Despite these shortcomings, Boqvist adds a dynamic to the blueline that any GM covets. What he needs to work on with his risk-taking and physical assertiveness he more than makes up for with his ability to act as a fulcrum for a team’s offense, and he brings a flair to a team’s back end that definitely warrants consideration for a top 10 pick.

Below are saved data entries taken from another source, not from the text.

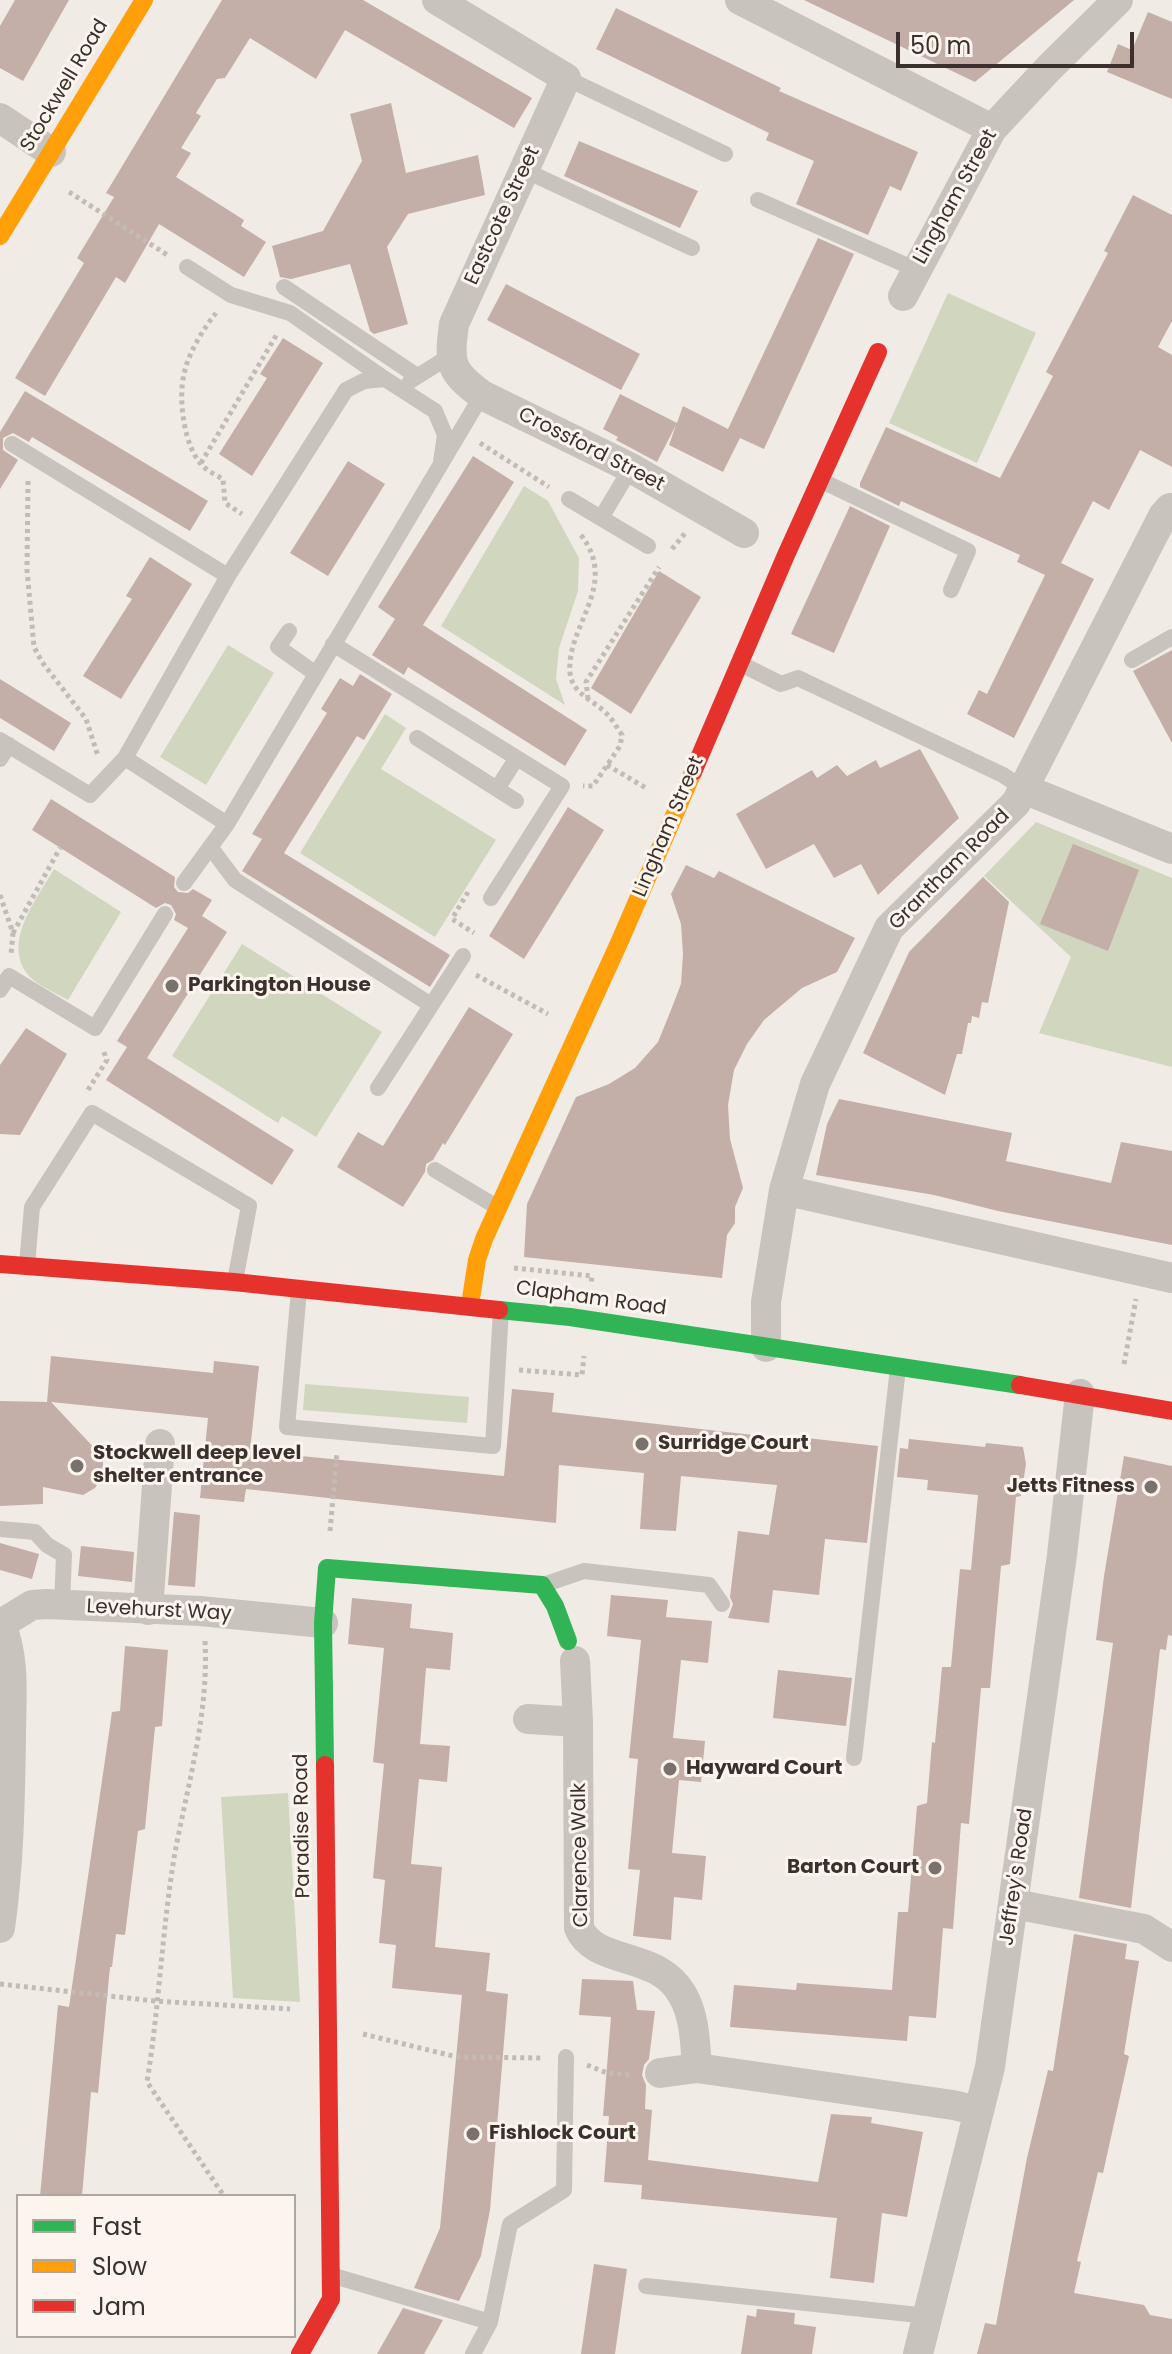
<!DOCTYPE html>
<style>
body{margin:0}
#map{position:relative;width:1172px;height:2354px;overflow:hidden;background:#f0ebe5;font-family:Poppins,sans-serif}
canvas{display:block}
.legend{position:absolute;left:16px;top:2194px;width:280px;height:144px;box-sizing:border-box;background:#fbf5ee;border:2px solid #aea6a0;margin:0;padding:10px 14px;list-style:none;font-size:24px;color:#3b302b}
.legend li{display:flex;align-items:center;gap:16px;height:40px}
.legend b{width:40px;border:2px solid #aea6a0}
.scale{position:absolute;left:896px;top:32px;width:238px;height:36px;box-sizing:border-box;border:4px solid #3b302b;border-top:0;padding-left:10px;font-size:24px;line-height:28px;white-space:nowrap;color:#3b302b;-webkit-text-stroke:6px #fbf5ee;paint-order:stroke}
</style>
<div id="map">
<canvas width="1172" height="2354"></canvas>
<ul class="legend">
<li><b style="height:10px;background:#30b455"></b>Fast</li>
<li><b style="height:10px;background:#ff9f0a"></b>Slow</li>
<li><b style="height:10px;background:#e5322d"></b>Jam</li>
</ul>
<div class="scale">50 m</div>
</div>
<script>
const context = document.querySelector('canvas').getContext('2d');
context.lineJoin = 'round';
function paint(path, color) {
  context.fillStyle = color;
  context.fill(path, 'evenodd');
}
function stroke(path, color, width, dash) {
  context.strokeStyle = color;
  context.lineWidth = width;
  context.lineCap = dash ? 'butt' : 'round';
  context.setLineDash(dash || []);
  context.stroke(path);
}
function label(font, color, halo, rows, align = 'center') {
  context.font = font + ' Poppins,sans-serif';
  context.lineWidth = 6;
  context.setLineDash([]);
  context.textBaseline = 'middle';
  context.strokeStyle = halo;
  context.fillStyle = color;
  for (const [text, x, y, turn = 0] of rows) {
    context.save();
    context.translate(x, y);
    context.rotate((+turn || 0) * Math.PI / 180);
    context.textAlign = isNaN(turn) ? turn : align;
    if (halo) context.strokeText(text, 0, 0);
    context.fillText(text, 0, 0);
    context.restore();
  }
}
paint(new Path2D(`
 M 948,293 L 1036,333 L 977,463 L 889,423 Z
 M 524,486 L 548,501 L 579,558 L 578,591 L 559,648 L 556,679 L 565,705 L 441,626 Z
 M 228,645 L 274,673 L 206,785 L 160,757 Z
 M 385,714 L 406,728 L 381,769 L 496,840 L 435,937 L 300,853 Z
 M 1036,822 L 1172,878 L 1172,1067 L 1039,1033 L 1071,957 L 984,876 Z
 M 54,869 L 121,912 L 68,1000 C 56,993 39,986 30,977 C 0,944 37,899 54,869 Z
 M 242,944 L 382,1032 L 316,1137 L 282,1116 L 278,1123 L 172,1056 Z
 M 305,1384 L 469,1397 L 467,1423 L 303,1410 Z
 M 288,1793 L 300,2002 L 233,1998 L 221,1797 Z`), '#d1d6bf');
paint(new Path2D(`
 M 15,0 L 69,0 L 23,81 L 0,68 L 0,26 Z
 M 222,0 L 363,0 L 532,98 L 514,128 L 345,30 L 316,79 L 250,38 L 225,78 L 217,79 L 196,113 L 201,116 L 181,148 L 191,153 L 176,177 L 244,220 L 241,226 L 266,242 L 244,277 L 159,224 L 125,283 L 116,277 L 45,396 L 15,378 L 84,263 L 77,258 L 114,197 L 106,193 Z
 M 804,0 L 1074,0 L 975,82 Z
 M 616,8 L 781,88 L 779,91 L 918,152 L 901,191 L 890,186 L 868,235 L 796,204 L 814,161 L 766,140 L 769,133 L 596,49 Z
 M 1148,12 L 1172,22 L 1172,99 L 1107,72 L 1118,44 L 1132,50 Z
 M 391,103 L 406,173 L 478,155 L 485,195 L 408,214 L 387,247 L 408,324 L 374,334 L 370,331 L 350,264 L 291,279 L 280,277 L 272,246 L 323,231 L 362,161 L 350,114 Z
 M 579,141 L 698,191 L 680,228 L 564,176 Z
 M 1133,195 L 1172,215 L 1172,321 L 1158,347 L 1172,355 L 1172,467 L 1140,450 L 1109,510 L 1093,501 L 1061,563 L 1094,579 L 1014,738 L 967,714 L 979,690 L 987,694 L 1045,575 L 1017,562 L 1020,555 L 901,501 L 899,506 L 860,487 L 860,483 L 886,427 L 1000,478 L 1053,376 L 1046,372 L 1108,253 L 1104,251 Z
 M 818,238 L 854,254 L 764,449 L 740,438 L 723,472 L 669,445 L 676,425 L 657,462 L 616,440 L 618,437 L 603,429 L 620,394 L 677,423 L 683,406 L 728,429 Z
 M 506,284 L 640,354 L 621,390 L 487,320 Z
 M 283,338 L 323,363 L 252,476 L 219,454 L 267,378 L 260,374 Z
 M 25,391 L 208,501 L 190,531 L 32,437 L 29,442 L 13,433 L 3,438 L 3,450 L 18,460 L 0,489 L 0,432 Z
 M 473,456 L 514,482 L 423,625 L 587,730 L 565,766 L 408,667 L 404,675 L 372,655 L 395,619 L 378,607 Z
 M 348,461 L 385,484 L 328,576 L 290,553 Z
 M 850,506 L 890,526 L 834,653 L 791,634 Z
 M 150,557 L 192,584 L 121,699 L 83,676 L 132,599 L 126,596 Z
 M 659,571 L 701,597 L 631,714 L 591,688 Z
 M 1172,650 L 1172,743 L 1133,671 Z
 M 360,674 L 392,694 L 364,740 L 357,736 L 284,853 L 450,955 L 430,987 L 242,871 L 262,839 L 252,834 L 327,713 L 321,709 L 340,678 L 353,686 Z
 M 0,679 L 71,723 L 54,751 L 0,718 Z
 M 920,749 L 959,818 L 878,895 L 861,864 L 834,878 L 814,844 L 766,869 L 736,814 L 812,770 L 817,778 L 837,765 L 847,776 L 876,760 L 880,768 Z
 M 51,799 L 175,877 L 174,887 L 178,892 L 188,893 L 193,889 L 212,900 L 202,916 L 227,932 L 147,1058 L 294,1150 L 272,1185 L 106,1080 L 127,1047 L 117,1041 L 188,928 L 174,920 L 176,914 L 171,905 L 165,903 L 156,908 L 32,830 Z
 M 568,807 L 604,830 L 524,959 L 489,936 Z
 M 1073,844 L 1139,870 L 1108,951 L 1040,924 Z
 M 686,865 L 714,878 L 719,871 L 855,938 L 837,972 L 802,988 L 764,1020 L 747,1044 L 734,1070 L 728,1105 L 730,1139 L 743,1188 L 735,1207 L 735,1223 L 727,1235 L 722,1278 L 524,1257 L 527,1204 L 576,1097 L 609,1084 L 635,1068 L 658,1042 L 671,1010 L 681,984 L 683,954 L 681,924 L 671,894 Z
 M 983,877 L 1009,902 L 988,1003 L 982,1002 L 979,1018 L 972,1016 L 971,1023 L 968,1023 L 962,1054 L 957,1054 L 945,1095 L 863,1053 L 909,952 Z
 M 469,1007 L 513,1034 L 445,1145 L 443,1143 L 433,1160 L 426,1164 L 425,1172 L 403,1207 L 337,1167 L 358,1132 L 383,1146 Z
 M 26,1028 L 67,1054 L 20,1135 L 0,1134 L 0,1065 Z
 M 839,1099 L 1012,1133 L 1006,1161 L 1111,1183 L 1121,1142 L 1172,1151 L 1172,1245 L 998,1211 L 934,1195 L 816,1175 L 827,1124 Z
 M 51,1356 L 213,1373 L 214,1361 L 259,1366 L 250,1451 L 504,1476 L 512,1389 L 554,1393 L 552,1412 L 788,1439 L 789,1436 L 878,1446 L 867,1543 L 825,1539 L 819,1595 L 773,1590 L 769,1623 L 728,1618 L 733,1604 L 730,1597 L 738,1531 L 769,1535 L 777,1485 L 681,1476 L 676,1531 L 640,1529 L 644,1473 L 559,1465 L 556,1523 L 246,1489 L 244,1502 L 200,1498 L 208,1418 L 51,1402 L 99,1453 L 103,1462 L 103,1476 L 95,1488 L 83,1495 L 43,1487 L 43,1504 L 0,1506 L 0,1401 L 47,1402 Z
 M 909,1439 L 985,1447 L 986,1443 L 1023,1447 L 1026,1464 L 1021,1496 L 1016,1497 L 1010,1564 L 1001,1566 L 990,1688 L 981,1688 L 969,1824 L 961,1823 L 953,1929 L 943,1928 L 936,2018 L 909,2016 L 907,2041 L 730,2027 L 734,1985 L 796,1990 L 797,1983 L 892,1990 L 898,1912 L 908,1912 L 917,1806 L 927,1803 L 932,1742 L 935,1743 L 942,1667 L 951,1667 L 960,1569 L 971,1570 L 978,1495 L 927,1490 L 928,1480 L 897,1477 L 900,1448 L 908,1449 Z
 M 1124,1456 L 1172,1466 L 1172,1636 L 1168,1635 L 1166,1650 L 1160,1649 L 1131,1908 L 1079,1898 L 1113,1643 L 1096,1640 L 1104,1576 Z
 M 174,1512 L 200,1515 L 195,1587 L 168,1585 Z
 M 0,1543 L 39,1554 L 32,1579 L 0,1570 Z
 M 81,1546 L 134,1552 L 132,1582 L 78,1576 Z
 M 611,1595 L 668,1600 L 666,1617 L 712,1621 L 708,1663 L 681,1660 L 673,1738 L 705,1741 L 701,1782 L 679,1780 L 672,1853 L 706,1856 L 702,1900 L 674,1897 L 671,1940 L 633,1936 L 640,1870 L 628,1869 L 638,1759 L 629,1758 L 641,1640 L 607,1636 Z
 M 352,1598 L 412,1604 L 410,1628 L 453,1633 L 450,1670 L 426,1668 L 420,1744 L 450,1746 L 447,1782 L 419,1779 L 411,1864 L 442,1867 L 435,1947 L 490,1953 L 486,1991 L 508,1994 L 490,2210 L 481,2256 L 459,2301 L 414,2288 L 440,2228 L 462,1995 L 392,1988 L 396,1945 L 379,1943 L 385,1880 L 373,1878 L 384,1764 L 373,1762 L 384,1648 L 348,1644 Z
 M 125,1646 L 168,1650 L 162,1726 L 155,1727 L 145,1829 L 138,1831 L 125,1935 L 116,1934 L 112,1967 L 110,1967 L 98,2093 L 91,2092 L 82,2196 L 40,2196 L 58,2005 L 69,2007 L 112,1712 L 120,1711 Z
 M 778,1670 L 852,1678 L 846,1726 L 773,1718 Z
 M 1074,1934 L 1127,1944 L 1125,1959 L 1139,1961 L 1124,2054 L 1129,2056 L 1103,2173 L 1098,2172 L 1077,2261 L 1081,2262 L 1074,2293 L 1144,2305 L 1150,2315 L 1172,2319 L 1172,2354 L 977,2354 L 985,2323 L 996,2325 L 1027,2158 L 1048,2070 L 1053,2071 Z
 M 582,1979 L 633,1981 L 637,2010 L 655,2011 L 649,2059 L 644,2065 L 642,2075 L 646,2085 L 645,2109 L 652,2110 L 648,2160 L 818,2182 L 831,2114 L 872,2117 L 871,2123 L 923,2132 L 907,2217 L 882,2213 L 874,2283 L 830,2278 L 837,2218 L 641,2199 L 642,2185 L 604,2182 L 609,2116 L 603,2116 L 611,2017 L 579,2015 Z
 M 594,2264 L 627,2269 L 615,2354 L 581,2354 Z
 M 403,2308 L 443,2320 L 424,2354 L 377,2354 Z
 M 757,2309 L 795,2313 L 794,2324 L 816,2327 L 812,2354 L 741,2354 L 747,2315 L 756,2317 Z`), '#c3afa7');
stroke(new Path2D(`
 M 69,192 L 169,256
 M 216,313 C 203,329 188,354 184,374 C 178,399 184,447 202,465 C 207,471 216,475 223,479 L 225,503 L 242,514
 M 480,443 L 549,487
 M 201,463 L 277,334
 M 28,481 L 27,570 L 34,647 L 42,662 L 86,719 L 98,756
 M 581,535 C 620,586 566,625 570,673 C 572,694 595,701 607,714 C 613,720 617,728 622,735 L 620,746 L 593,786 L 583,786
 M 672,549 L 686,532
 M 588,699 L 586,682 L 659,567
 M 607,765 L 646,788
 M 468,892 L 452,919 L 474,933
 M 0,895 L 13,933 L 11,955
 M 13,933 L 60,848
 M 476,975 L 548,1014
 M 88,1090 L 107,1060 L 103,1050
 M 514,1268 L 592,1276 L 591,1284
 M 1124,1364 L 1136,1299
 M 519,1370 L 582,1375 L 584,1356
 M 330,1531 L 337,1453
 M 205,1641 C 209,1715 187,1786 174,1858 C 162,1932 159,2008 147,2082 L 224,2196
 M 0,1984 L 155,2001 L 290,2009
 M 363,2034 L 457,2057 L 542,2058
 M 587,2065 L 607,2073 L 631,2075`), '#c2bbb6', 5, [4, 4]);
stroke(new Path2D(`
 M 566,78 L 725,154
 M 524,170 L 692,248
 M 758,200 L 915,269
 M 187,267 L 231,295 L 290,313 L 385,379
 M 284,287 L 417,376
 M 410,381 L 450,356
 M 12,444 L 228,576
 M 822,481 L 968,551 L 951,590
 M 569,499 L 648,546
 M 601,518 L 631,468
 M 289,631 L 278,647 L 316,674
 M 333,644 L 562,786 L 491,898
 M 1132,660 L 1172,637
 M 741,664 L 781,684 L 798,678 L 1003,775 L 1024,789
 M 417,738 L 497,789 L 516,759
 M 0,740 L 90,795 L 125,758 L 228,576 L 346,390 L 364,381 L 385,379 L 435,411 L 445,435 L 441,462
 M 125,758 L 227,824
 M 0,759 L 9,745
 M 497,789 L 516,801
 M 211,848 L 235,880 L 431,1005
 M 184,883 L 227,824 L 482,395
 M 0,990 L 9,976 L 95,1028 L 165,914
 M 378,1088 L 463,956
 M 435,1170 L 497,1207
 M 27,1265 L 32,1207 L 92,1113 L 249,1206 L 235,1281
 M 299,1290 L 287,1427 L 493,1446 L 501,1310
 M 0,1529 L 35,1532 L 47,1545 L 64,1555 L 62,1605
 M 543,1585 L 584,1571 L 709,1585 L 722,1604
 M 854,1758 L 898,1368
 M 334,2276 L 490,2322
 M 646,2286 L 928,2316
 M 473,2354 L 490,2322 L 510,2224 L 564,2190 L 566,2057`), '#c9c3be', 16);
stroke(new Path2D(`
 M 437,0 L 566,78 L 454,324 C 449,363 449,371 482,395 L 631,468 L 744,533
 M 740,0 L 992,129
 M 0,118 L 51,152
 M 903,296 L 992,129 L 1049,68 L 1118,0
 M 1024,789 L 1172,849
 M 784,1190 L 1172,1278
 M 766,1347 L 766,1302 L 784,1190 L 815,1084 L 889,928 L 1016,803 L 1163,516 L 1170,508 L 1172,509
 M 148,1610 L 160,1444
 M 0,1622 C 16,1658 11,1698 11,1737 C 10,1801 9,1864 0,1928
 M 1,1624 L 32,1605 L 47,1604 L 200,1611 L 323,1623
 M 575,1661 L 578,1722 L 579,1928 C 595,1966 657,1950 682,1994 C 695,2016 695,2042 697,2068
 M 528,1719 L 578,1722
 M 1014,1904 L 1144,1929 L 1172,1947
 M 660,2073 L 697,2068 L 953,2105 L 979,2111
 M 918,2354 L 990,2067 L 1062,1555 L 1080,1394`), '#c9c3be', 30);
stroke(new Path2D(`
 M 499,1310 L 570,1317 L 1020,1385
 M 325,1765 L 323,1623 L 327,1568 L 542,1585 L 555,1606 L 568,1641`), '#30b455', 18);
stroke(new Path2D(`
 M 0,236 L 144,0
 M 470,1305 L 477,1260 L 484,1239 L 619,943 L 693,772`), '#ff9f0a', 18);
stroke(new Path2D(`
 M 693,772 L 786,555 L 878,352
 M 0,1264 L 234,1282 L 499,1310
 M 1020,1385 L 1172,1411
 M 300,2354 L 331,2299 L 325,1765`), '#e5322d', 18);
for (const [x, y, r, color] of [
 [172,986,8,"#7a716c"],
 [642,1444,8,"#7a716c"],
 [77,1466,8,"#7a716c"],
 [1151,1487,8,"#7a716c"],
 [670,1769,8,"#7a716c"],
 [935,1868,8,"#7a716c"],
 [473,2134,8,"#7a716c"]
]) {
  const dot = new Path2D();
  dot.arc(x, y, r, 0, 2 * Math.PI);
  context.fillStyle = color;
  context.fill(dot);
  stroke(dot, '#fbf5ee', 3);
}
label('20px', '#3b302b', '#fbf5ee', [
 ["Stockwell Road",65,86,-59],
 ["Lingham Street",956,197,-61],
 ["Eastcote Street",503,216,-65],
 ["Crossford Street",591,450,27],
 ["Lingham Street",669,827,-67],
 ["Grantham Road",950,870,-45],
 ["Clapham Road",591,1299,8],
 ["Levehurst Way",159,1611,3],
 ["Paradise Road",303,1826,-91],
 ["Clarence Walk",581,1855,-91],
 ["Jeffrey's Road",1017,1877,-82]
]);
label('bold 20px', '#3b302b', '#fbf5ee', [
 ["Parkington House",188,986],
 ["Surridge Court",658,1444],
 ["Stockwell deep level",93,1454],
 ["shelter entrance",93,1477],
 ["Jetts Fitness",1135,1487,"right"],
 ["Hayward Court",686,1769],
 ["Barton Court",919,1868,"right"],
 ["Fishlock Court",489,2134]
], 'left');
</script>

Note: Adam is wearing #3 in this video. Other prominent 2018 prospects appearing in this video that are in the top 50 on NHL CSS’s NA and International Midterm rankings:
On Canada: Ty Smith (#3, #14 on NHL CSS), Calen Addison (#5, #34 on NHL CSS), Noah Dobson (#6, #8 on NHL CSS), Ryan Merkley (#7, #23 on NHL CSS), Jett Woo (#8, #20 on NHL CSS), Joe Veleno (#9, #13 on NHL CSS), Jared McIsaac (#14, #12 on NHL CSS), Akil Thomas (#16, #10 on NHL CSS), Ty Dellandrea (#18, #76 on NHL CSS), Benoit-Olivier Groulx (#19, #18 on NHL CSS), Jack McBain (#20, #29 on NHL CSS), Barrett Hayton (#21, #6 on NHL CSS), Serron Noel (#22, #9 on NHL CSS), Gabriel Fortier (#17, #35 on NHL CSS), and Kevin Bahl (#2, #30 on NHL CSS).
On Sweden: Rasmus Sandin (#9, #15 on NHL CSS), Filip Johansson (#5, #17 on NHL CSS), Axel Andersson (#6, #22 on NHL CSS), Adam Ginning (#10, #7 on NHL CSS), Oskar Back (#11, #26 on NHL CSS), David Lilja (#12, #35 on NHL CSS), David Gustafsson (#13, #23 on NHL CSS), Filip Hallander (#15, #12 on NHL CSS), Samuel Fagemo (#16, #40 on NHL CSS), Jonatan Berggern (#17, #24 on NHL CSS), Albin Eriksson (#20, #21 on NHL CSS), Jacob Olofsson (#21, #5 on NHL CSS), Lukas Wernblom (#23, #31 on NHL CSS), and Marcus Westfalt (#26, #44 on NHL CSS). Video Credit: Hockey Slovakia - YouTube
Video Credit: The Draft Analyst - YouTube
Video Credit: Swedish Hockey Prospects - YouTube
Video Credit: aj ranger - YouTube
Let’s not mince words here. The Wings are not exactly inspiring any confidence this year. At the moment, they are standing in the bottom 5 in the league, and there’s still a very good chance that they miss out on the top 5 because the way the lottery system is set up. However, there could still be a serious chance that Adam Boqvist falls into the Wings’ lap in June, and the Wings may end up with a pretty tough dilemma of who to pick, especially given some of the other talent that would be available for them to pick at that position. That being said, I’ve always argued that you can never have too many good defensive prospects, and getting one of Boqvist, Smith, or Hughes would really bolster the Wings’ defensive core down the line, even if they do miss out on Rasmus Dahlin. With all of the options available, however, the front office has some serious homework that they need to do in deciding who they take, and it would have to be a very good prospect for me to even consider passing Boqvist up.
Anyways, that is all for today’s report. Next up is a prospect who has been made waves at the World Junior Championship. He is someone that fans of the team who draft him will love, and everyone else will loathe completely. I am, of course, talking about Brady Tkachuk. Happy New Year everyone, and thanks for reading!